## Your assignment
Working from the data below, write out exactly the lines from its first through the line that contains "filter:drop-shadow(0 0 2px", both ends included and pictures omitted.

## Information given
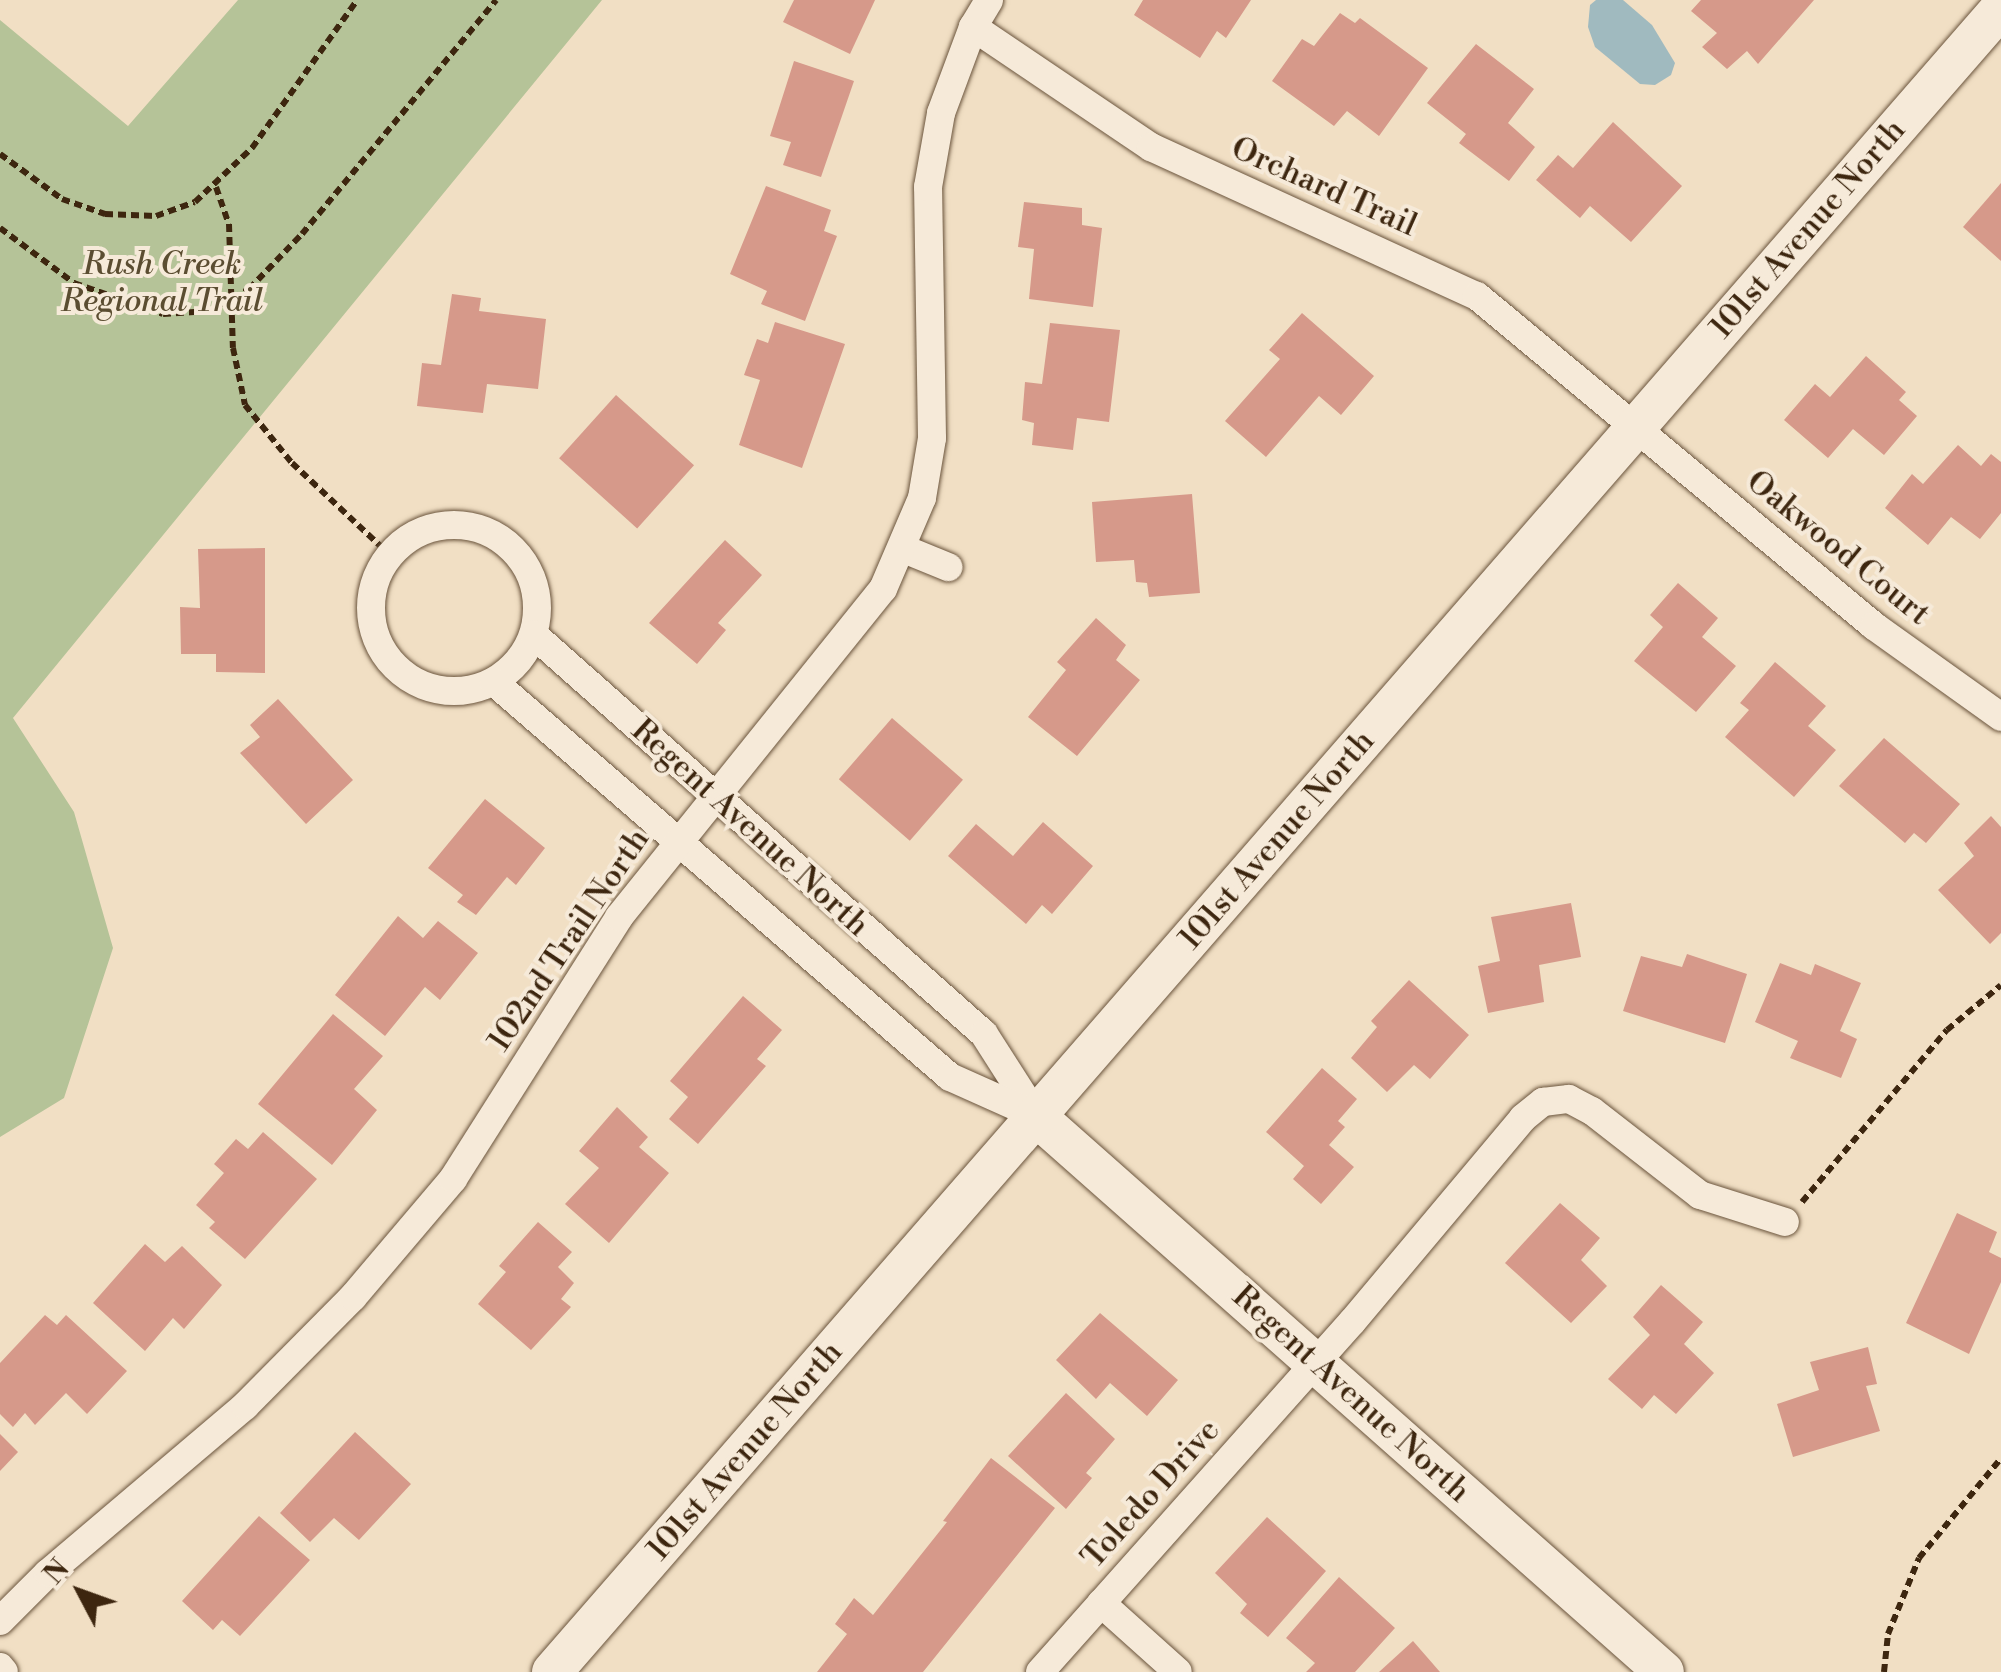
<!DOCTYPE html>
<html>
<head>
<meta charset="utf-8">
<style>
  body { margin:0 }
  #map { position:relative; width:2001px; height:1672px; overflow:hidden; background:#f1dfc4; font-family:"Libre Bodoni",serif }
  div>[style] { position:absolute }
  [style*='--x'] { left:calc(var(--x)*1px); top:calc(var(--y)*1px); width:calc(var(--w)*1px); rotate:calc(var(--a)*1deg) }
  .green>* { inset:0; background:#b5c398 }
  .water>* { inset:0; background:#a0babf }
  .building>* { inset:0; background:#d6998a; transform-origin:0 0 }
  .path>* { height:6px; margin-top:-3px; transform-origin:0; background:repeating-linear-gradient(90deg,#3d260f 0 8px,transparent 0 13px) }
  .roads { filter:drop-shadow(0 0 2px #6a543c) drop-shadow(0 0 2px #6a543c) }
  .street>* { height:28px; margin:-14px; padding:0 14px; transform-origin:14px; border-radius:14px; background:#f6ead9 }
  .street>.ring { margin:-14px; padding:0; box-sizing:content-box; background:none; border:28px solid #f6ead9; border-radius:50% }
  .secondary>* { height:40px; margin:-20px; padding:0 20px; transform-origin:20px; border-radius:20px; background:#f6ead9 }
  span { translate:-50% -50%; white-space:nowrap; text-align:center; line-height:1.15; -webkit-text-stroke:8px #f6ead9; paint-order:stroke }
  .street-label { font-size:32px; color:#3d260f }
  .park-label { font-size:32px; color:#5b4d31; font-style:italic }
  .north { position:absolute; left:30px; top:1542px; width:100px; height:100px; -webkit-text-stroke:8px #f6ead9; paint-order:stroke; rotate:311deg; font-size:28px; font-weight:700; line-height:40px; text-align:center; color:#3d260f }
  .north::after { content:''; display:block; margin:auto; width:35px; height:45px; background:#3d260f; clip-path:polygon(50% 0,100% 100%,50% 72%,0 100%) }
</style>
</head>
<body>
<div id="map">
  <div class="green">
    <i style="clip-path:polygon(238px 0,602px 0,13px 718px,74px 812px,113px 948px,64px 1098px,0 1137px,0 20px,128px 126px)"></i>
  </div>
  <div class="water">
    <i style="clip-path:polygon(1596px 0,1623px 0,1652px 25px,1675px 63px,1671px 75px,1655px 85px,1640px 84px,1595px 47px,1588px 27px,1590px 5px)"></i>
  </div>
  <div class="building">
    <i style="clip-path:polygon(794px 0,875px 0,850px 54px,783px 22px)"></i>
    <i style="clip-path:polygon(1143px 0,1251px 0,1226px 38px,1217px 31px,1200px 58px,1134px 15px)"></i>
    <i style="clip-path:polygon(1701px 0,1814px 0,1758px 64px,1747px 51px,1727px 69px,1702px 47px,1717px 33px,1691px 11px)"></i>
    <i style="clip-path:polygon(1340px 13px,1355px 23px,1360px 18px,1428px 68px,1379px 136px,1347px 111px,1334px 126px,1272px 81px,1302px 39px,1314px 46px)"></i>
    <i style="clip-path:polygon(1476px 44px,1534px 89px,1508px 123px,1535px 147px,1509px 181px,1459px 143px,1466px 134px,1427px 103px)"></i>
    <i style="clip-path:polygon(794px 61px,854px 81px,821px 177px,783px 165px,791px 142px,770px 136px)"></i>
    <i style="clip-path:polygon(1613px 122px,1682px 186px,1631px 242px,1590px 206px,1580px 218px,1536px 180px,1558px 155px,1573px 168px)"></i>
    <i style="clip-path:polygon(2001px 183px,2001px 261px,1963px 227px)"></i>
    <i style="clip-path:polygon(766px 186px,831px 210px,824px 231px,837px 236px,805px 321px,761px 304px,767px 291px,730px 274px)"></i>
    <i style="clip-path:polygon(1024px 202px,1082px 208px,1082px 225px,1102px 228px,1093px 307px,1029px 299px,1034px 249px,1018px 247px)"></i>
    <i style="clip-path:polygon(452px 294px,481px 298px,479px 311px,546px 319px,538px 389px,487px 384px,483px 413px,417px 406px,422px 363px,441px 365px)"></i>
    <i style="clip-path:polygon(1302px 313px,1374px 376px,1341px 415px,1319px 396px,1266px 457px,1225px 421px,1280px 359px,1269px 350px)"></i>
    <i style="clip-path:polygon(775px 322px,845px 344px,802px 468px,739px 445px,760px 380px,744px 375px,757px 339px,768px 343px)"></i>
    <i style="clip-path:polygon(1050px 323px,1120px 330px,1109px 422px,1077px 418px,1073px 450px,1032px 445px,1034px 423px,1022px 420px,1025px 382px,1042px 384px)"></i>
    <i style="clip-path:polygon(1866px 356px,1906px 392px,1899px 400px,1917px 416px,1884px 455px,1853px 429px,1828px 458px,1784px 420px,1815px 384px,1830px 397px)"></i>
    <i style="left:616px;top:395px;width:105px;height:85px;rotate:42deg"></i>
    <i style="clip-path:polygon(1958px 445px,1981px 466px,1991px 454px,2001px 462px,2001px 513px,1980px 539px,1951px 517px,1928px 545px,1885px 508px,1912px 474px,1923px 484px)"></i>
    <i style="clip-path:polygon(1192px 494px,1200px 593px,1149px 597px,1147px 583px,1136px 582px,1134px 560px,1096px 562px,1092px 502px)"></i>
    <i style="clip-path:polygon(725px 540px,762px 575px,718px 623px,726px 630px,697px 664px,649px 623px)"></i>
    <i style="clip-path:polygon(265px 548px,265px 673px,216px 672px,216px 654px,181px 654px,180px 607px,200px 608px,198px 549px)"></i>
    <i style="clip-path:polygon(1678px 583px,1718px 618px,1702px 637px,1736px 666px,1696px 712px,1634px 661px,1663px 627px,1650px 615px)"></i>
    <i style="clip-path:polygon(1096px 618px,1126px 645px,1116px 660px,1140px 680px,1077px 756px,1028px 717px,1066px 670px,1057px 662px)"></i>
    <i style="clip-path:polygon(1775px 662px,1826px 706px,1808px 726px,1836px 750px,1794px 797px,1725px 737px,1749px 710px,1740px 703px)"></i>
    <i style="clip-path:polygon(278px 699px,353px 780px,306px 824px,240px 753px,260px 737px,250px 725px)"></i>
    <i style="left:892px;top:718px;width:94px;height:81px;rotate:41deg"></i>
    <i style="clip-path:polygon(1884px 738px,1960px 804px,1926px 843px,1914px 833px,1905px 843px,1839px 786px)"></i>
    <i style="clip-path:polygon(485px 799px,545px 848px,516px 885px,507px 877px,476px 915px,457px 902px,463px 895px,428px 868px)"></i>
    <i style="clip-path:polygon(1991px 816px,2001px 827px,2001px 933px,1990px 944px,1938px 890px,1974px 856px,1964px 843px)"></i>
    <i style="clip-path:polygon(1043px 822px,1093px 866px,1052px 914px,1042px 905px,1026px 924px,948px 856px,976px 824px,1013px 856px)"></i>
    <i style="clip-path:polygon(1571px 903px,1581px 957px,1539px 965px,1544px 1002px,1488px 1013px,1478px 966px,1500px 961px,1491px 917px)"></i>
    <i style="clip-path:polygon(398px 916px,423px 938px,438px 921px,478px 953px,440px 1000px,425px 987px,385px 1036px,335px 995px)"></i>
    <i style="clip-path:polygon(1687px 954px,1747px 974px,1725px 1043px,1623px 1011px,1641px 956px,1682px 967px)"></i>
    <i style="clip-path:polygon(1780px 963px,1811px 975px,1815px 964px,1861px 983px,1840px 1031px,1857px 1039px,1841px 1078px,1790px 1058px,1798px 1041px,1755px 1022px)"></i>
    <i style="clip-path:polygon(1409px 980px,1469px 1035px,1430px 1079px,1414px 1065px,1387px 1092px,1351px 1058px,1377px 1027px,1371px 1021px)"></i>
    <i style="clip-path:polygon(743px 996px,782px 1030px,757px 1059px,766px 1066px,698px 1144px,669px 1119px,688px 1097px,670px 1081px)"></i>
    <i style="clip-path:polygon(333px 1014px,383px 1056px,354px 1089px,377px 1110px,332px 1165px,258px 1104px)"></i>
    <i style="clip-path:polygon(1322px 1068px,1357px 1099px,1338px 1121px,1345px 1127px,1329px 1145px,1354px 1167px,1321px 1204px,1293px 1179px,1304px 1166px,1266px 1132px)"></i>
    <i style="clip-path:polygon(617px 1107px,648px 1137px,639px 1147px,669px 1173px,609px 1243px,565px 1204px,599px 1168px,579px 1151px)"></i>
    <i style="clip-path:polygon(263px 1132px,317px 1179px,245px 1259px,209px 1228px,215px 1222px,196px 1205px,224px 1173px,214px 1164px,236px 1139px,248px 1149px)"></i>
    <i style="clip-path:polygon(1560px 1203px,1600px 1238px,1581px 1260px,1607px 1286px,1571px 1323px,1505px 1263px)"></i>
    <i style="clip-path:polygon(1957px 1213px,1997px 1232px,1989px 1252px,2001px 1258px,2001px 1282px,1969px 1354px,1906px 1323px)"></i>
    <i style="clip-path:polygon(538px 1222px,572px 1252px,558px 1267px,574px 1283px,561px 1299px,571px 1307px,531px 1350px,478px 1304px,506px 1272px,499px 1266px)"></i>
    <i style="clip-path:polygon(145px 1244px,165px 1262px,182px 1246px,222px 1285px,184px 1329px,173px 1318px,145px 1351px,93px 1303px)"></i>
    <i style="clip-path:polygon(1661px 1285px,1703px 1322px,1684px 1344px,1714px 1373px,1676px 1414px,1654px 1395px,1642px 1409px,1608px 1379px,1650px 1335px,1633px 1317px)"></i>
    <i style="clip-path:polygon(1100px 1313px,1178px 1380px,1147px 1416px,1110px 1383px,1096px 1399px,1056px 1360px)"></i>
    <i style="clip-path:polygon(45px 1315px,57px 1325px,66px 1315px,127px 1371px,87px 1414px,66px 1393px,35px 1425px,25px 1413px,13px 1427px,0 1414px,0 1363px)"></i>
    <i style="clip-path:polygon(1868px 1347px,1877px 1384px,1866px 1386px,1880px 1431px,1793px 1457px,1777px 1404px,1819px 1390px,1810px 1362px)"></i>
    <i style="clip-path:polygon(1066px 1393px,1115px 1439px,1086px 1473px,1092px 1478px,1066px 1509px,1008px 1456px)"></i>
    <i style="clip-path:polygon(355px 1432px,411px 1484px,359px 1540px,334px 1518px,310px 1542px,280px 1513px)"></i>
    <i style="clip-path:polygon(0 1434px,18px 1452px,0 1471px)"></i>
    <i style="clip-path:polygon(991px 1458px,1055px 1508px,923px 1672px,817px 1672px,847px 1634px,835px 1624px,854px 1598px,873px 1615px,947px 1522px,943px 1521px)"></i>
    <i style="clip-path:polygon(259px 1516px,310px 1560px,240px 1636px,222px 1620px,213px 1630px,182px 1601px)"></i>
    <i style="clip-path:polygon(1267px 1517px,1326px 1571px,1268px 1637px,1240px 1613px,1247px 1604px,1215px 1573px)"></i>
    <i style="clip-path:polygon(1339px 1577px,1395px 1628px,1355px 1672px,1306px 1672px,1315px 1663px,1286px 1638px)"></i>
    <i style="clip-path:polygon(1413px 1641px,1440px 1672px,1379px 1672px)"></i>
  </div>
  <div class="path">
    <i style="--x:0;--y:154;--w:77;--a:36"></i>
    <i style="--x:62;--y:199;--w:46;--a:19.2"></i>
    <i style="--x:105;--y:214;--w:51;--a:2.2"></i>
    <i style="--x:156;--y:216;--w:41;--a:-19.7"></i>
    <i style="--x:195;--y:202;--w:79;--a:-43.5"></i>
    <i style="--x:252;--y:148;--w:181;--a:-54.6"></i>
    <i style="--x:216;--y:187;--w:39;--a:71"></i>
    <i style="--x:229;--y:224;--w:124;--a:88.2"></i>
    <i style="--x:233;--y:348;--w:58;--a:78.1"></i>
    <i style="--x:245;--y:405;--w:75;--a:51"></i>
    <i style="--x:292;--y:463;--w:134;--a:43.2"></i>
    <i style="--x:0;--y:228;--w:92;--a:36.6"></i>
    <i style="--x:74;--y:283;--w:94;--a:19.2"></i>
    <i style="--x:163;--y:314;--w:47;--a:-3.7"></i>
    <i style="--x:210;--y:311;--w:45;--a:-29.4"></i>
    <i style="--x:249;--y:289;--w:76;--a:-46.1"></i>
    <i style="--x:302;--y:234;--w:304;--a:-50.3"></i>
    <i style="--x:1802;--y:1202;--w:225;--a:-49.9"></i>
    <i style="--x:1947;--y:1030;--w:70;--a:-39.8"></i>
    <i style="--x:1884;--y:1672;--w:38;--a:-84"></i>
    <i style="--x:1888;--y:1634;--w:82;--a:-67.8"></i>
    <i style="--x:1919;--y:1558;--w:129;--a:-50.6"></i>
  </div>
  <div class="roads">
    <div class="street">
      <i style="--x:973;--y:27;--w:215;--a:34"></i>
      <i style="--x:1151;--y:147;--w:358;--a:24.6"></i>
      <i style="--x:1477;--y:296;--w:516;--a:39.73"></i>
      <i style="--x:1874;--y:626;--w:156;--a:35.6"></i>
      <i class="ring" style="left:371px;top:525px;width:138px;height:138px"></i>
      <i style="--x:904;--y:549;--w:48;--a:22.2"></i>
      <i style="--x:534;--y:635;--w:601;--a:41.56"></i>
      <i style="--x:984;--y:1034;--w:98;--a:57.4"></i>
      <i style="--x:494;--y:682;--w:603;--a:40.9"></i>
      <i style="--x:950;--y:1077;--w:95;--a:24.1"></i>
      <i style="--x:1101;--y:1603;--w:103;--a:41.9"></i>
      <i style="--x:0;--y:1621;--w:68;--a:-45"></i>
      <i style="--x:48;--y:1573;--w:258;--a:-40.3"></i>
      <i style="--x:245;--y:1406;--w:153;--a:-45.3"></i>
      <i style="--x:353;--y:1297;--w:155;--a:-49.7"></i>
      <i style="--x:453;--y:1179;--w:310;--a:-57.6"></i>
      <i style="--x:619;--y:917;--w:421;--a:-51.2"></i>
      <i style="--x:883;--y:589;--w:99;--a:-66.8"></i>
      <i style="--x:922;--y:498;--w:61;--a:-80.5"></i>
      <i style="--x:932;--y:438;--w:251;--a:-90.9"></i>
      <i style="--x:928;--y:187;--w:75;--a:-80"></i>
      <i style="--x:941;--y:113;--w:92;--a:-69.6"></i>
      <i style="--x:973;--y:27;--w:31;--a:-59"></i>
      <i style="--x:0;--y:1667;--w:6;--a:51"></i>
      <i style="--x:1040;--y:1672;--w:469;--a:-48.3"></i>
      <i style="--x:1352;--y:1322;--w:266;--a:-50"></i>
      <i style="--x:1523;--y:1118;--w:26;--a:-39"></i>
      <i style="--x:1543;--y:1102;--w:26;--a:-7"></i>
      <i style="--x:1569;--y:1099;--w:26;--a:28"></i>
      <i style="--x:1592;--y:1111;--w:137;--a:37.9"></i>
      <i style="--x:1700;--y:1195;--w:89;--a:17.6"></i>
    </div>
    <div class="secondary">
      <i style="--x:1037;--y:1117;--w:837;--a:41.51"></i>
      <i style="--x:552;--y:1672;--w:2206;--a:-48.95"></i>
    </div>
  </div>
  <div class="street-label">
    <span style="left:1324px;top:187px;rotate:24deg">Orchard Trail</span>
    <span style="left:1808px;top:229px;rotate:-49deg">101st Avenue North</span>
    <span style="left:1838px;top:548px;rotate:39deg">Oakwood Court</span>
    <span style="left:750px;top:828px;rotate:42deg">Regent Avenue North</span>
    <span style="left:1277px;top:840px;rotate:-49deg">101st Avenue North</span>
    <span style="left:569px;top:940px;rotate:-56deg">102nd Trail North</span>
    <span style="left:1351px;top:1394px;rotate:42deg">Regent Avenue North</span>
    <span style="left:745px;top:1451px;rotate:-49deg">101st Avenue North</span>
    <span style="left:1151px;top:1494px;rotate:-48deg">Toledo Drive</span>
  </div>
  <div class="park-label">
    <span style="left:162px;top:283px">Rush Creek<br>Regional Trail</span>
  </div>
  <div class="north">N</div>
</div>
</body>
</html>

## Problem solution
<!DOCTYPE html>
<html>
<head>
<meta charset="utf-8">
<style>
  body { margin:0 }
  #map { position:relative; width:2001px; height:1672px; overflow:hidden; background:#f1dfc4; font-family:"Libre Bodoni",serif }
  div>[style] { position:absolute }
  [style*='--x'] { left:calc(var(--x)*1px); top:calc(var(--y)*1px); width:calc(var(--w)*1px); rotate:calc(var(--a)*1deg) }
  .green>* { inset:0; background:#b5c398 }
  .water>* { inset:0; background:#a0babf }
  .building>* { inset:0; background:#d6998a; transform-origin:0 0 }
  .path>* { height:6px; margin-top:-3px; transform-origin:0; background:repeating-linear-gradient(90deg,#3d260f 0 8px,transparent 0 13px) }
  .roads { filter:drop-shadow(0 0 2px #6a543c) drop-shadow(0 0 2px #6a543c) }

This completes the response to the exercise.